REQUIRED WORK:
From the entries below, copy each line in which the word "list" occurs.

=== DATA FOR THIS EXERCISE ===

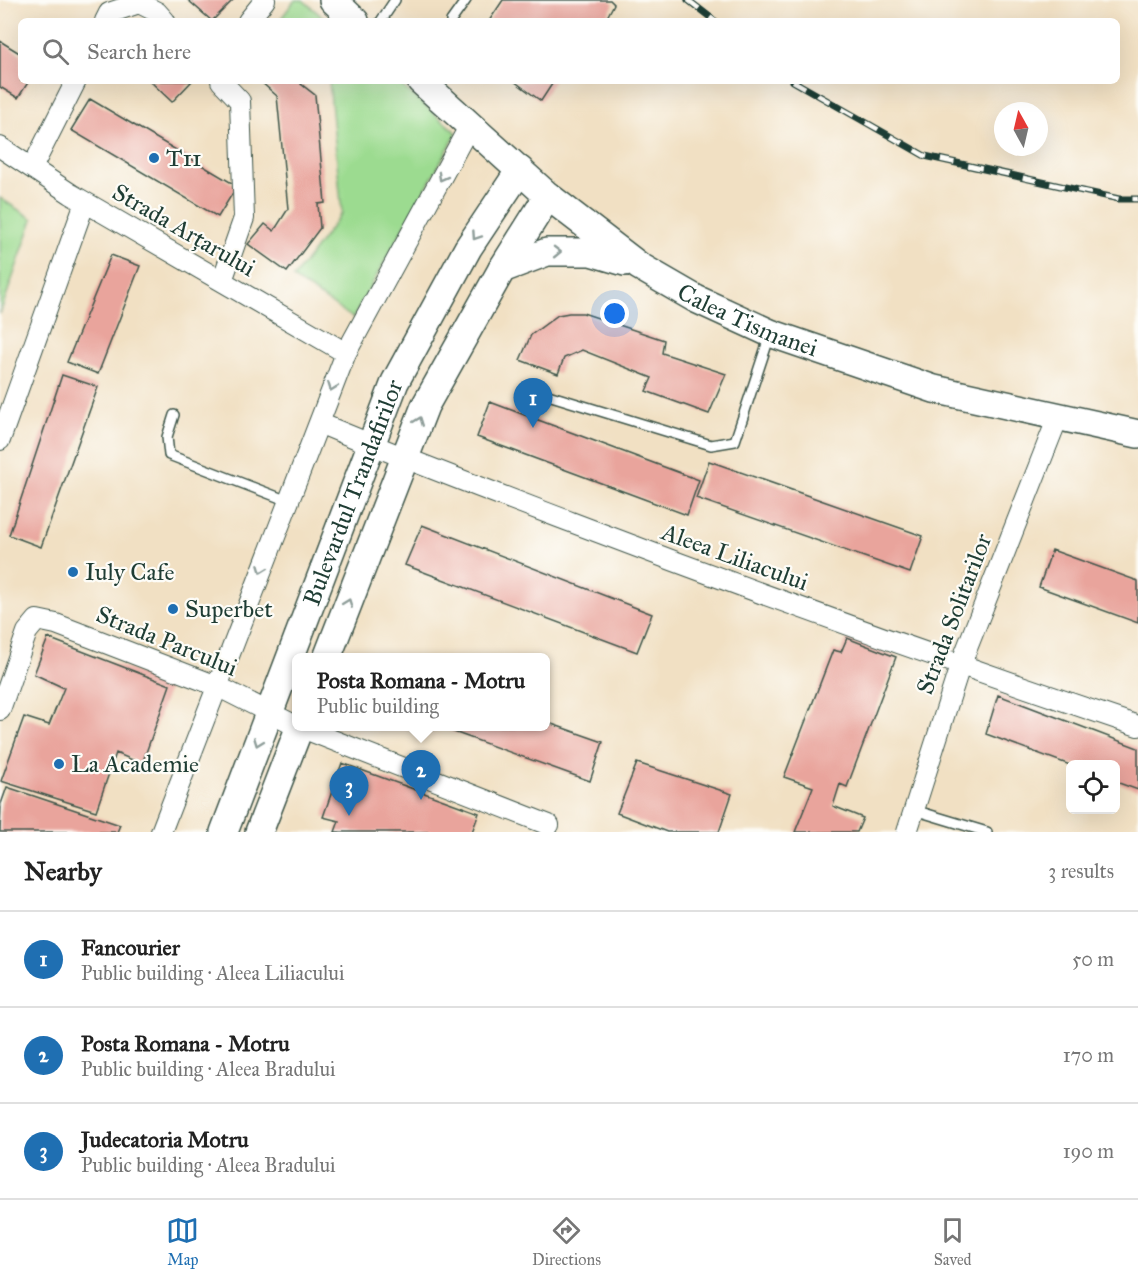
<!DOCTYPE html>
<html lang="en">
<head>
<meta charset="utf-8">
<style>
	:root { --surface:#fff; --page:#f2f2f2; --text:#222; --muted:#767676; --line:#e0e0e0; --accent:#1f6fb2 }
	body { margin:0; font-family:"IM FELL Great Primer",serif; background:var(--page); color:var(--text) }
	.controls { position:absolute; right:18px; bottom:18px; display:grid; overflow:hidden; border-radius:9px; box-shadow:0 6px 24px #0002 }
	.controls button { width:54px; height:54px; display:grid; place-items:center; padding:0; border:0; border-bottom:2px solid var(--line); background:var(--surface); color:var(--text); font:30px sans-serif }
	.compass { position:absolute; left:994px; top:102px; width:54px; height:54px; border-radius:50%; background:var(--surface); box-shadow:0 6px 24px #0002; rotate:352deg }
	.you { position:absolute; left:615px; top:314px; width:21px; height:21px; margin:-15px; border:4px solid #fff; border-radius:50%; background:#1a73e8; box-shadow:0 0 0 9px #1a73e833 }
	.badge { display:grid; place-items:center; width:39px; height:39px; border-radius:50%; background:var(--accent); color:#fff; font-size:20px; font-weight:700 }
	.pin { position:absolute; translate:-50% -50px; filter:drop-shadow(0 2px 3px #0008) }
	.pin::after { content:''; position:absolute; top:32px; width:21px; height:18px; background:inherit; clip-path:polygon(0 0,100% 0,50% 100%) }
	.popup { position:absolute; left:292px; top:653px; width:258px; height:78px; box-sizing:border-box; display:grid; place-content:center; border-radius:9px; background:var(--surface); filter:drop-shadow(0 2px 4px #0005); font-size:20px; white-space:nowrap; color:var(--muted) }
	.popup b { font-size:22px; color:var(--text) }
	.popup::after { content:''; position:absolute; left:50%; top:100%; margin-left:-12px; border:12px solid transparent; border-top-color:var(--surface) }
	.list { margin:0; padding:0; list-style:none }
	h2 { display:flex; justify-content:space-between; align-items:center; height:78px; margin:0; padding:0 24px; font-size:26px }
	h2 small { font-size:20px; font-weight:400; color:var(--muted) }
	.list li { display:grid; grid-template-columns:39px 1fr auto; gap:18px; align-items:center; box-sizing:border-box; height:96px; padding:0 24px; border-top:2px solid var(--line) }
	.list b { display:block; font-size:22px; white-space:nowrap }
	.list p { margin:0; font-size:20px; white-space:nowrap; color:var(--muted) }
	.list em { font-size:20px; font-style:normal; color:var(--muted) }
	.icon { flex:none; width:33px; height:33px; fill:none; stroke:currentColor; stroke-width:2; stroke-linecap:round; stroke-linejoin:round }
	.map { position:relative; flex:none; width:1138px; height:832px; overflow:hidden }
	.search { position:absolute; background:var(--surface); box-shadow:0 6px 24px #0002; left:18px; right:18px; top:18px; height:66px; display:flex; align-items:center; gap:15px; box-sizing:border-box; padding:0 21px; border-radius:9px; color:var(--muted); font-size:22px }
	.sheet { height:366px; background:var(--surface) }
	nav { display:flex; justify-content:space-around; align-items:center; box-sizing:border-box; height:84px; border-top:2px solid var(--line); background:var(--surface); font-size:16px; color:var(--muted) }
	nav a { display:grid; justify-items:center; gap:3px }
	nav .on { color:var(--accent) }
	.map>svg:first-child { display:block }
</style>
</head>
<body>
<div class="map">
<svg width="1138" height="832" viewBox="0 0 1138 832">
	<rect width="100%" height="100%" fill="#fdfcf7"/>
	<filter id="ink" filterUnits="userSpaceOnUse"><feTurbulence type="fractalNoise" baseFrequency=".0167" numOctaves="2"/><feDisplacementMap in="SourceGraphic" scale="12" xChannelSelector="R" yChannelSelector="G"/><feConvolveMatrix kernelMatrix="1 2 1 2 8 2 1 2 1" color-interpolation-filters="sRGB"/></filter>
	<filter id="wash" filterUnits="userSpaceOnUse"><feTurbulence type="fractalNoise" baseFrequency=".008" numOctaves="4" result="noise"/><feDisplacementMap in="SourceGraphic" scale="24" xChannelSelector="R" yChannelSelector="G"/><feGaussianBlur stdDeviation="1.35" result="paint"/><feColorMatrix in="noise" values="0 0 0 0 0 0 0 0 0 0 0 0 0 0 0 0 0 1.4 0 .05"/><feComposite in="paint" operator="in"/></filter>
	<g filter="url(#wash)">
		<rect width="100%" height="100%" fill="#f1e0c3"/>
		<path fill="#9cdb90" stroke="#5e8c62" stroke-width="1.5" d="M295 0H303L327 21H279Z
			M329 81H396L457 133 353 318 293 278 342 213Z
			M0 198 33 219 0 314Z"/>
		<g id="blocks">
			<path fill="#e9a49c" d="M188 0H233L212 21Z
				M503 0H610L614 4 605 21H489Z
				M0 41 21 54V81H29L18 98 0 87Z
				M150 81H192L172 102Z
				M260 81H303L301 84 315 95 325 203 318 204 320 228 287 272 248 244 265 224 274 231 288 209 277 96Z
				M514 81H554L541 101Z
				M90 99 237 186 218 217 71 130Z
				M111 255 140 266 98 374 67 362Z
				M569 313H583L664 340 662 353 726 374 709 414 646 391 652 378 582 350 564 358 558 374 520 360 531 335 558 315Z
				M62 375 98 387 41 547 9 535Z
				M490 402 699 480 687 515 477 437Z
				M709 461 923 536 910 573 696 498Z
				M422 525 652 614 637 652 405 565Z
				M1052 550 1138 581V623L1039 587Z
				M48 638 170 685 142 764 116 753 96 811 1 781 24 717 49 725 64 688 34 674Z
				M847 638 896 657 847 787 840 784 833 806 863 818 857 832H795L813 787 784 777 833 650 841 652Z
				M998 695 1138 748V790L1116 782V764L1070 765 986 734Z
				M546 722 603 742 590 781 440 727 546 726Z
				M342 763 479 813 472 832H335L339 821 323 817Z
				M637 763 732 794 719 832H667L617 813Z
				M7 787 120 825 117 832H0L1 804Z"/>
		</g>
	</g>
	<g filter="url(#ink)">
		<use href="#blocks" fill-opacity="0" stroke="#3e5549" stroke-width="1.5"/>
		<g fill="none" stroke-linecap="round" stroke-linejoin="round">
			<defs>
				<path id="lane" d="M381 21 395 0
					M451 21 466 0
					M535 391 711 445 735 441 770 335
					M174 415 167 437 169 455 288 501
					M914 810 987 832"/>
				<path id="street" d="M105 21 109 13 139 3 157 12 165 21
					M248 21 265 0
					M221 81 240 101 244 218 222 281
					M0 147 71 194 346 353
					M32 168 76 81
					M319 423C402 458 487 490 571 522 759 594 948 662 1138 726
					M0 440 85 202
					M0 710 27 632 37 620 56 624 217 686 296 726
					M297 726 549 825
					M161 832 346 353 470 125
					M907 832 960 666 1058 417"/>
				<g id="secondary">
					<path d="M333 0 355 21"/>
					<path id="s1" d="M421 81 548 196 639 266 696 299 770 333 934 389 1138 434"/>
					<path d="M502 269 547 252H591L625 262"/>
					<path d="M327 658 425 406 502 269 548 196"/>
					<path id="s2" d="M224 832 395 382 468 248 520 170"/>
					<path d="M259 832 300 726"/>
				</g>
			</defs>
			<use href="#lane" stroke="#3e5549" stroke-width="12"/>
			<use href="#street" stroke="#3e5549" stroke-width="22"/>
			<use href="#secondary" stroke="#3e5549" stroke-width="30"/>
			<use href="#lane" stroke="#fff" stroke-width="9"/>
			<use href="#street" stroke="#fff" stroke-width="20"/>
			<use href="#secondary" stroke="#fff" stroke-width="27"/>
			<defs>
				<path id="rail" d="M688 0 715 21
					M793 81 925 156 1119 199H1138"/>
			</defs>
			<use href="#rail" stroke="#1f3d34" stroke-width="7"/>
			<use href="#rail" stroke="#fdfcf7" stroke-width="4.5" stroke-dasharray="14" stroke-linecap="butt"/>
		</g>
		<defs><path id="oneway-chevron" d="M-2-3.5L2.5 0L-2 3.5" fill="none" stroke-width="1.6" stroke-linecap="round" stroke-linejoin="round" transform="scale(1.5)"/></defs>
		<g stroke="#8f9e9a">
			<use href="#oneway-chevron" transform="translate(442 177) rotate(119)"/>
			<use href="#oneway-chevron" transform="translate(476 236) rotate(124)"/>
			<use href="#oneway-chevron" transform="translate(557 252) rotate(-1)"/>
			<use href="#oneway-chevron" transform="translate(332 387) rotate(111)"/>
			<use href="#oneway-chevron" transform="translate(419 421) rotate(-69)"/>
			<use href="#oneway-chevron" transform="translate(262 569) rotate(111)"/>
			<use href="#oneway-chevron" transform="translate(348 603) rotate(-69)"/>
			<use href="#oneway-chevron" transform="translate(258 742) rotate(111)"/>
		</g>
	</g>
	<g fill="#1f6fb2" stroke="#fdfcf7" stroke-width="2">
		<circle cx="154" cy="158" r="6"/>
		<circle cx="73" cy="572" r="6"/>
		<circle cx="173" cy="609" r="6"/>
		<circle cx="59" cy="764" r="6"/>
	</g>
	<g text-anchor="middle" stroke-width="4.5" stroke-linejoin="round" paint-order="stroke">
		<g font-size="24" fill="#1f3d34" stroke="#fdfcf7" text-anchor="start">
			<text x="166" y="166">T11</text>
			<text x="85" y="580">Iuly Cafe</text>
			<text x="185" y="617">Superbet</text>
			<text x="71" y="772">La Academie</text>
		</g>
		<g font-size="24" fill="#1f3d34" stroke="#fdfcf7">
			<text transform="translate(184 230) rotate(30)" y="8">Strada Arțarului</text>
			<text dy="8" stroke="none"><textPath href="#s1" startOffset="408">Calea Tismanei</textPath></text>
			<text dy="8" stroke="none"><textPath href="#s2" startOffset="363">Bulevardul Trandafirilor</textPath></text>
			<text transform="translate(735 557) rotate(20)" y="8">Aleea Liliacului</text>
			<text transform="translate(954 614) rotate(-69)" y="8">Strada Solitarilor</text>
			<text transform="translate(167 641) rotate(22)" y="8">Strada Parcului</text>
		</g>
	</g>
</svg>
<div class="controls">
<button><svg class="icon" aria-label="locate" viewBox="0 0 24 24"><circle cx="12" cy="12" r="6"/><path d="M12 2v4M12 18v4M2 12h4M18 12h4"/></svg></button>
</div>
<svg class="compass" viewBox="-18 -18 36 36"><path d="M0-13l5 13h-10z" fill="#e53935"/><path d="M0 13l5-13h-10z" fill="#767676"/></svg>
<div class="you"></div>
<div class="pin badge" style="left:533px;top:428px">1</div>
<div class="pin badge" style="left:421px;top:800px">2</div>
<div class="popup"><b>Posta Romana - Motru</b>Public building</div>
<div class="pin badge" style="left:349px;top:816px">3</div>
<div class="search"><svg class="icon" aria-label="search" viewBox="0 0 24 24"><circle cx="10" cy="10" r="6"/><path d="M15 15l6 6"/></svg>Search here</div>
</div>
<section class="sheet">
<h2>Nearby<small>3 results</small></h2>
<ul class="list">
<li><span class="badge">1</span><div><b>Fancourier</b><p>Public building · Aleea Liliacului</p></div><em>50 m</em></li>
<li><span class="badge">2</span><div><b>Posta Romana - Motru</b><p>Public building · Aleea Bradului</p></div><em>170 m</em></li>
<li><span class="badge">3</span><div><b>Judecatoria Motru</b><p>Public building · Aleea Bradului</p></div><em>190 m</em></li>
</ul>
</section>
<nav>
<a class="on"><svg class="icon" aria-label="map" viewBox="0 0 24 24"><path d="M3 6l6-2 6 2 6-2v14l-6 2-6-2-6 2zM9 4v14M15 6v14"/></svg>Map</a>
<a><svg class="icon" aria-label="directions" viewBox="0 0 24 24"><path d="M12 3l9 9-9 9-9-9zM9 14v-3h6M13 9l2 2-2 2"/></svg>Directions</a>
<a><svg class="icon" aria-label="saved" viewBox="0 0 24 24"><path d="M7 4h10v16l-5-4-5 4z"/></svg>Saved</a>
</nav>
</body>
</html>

===

COMPLETED TASK:
	.list { margin:0; padding:0; list-style:none }
	.list li { display:grid; grid-template-columns:39px 1fr auto; gap:18px; align-items:center; box-sizing:border-box; height:96px; padding:0 24px; border-top:2px solid var(--line) }
	.list b { display:block; font-size:22px; white-space:nowrap }
	.list p { margin:0; font-size:20px; white-space:nowrap; color:var(--muted) }
	.list em { font-size:20px; font-style:normal; color:var(--muted) }
<ul class="list">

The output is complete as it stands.